Transcribe, exactly and in full, every record shown below, while omitting its images.

[Start of section]

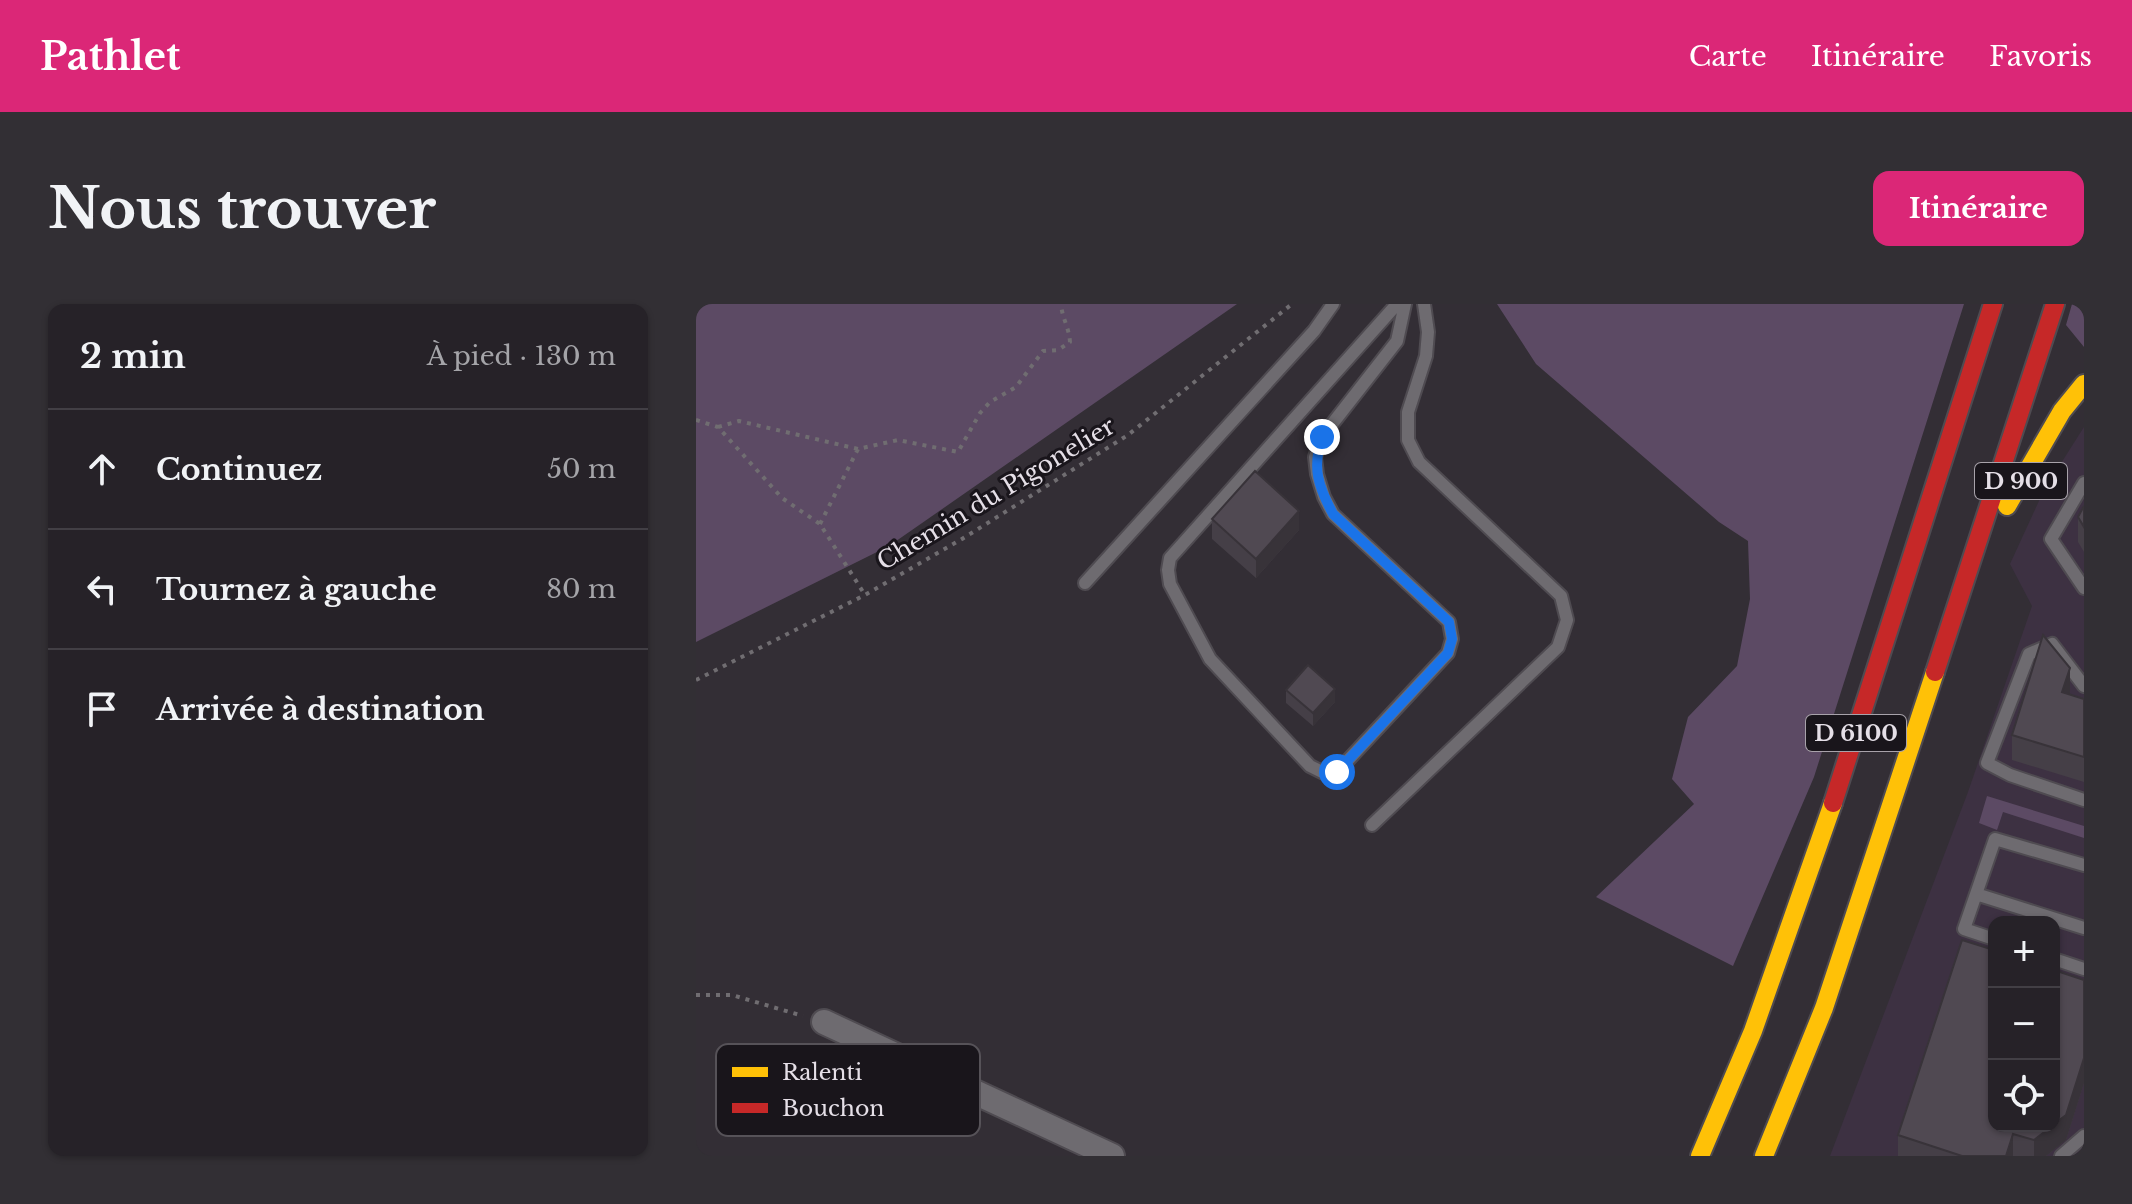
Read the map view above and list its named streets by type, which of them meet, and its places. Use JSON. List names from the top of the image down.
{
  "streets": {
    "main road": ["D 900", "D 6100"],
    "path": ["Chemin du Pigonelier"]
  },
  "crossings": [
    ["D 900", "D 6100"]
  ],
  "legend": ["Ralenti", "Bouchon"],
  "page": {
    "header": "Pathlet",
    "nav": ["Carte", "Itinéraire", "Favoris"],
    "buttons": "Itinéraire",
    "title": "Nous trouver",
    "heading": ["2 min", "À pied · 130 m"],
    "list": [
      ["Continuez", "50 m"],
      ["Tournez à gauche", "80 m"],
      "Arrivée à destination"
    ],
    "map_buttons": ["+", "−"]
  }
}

[End of section]

→ Response to the task
Read the map view above and list its named streets by type, which of them meet, and its places. Use JSON. List names from the top of the image down.
{
  "streets": {
    "main road": ["D 900", "D 6100"],
    "path": ["Chemin du Pigonelier"]
  },
  "crossings": [
    ["D 900", "D 6100"]
  ],
  "legend": ["Ralenti", "Bouchon"],
  "page": {
    "header": "Pathlet",
    "nav": ["Carte", "Itinéraire", "Favoris"],
    "buttons": "Itinéraire",
    "title": "Nous trouver",
    "heading": ["2 min", "À pied · 130 m"],
    "list": [
      ["Continuez", "50 m"],
      ["Tournez à gauche", "80 m"],
      "Arrivée à destination"
    ],
    "map_buttons": ["+", "−"]
  }
}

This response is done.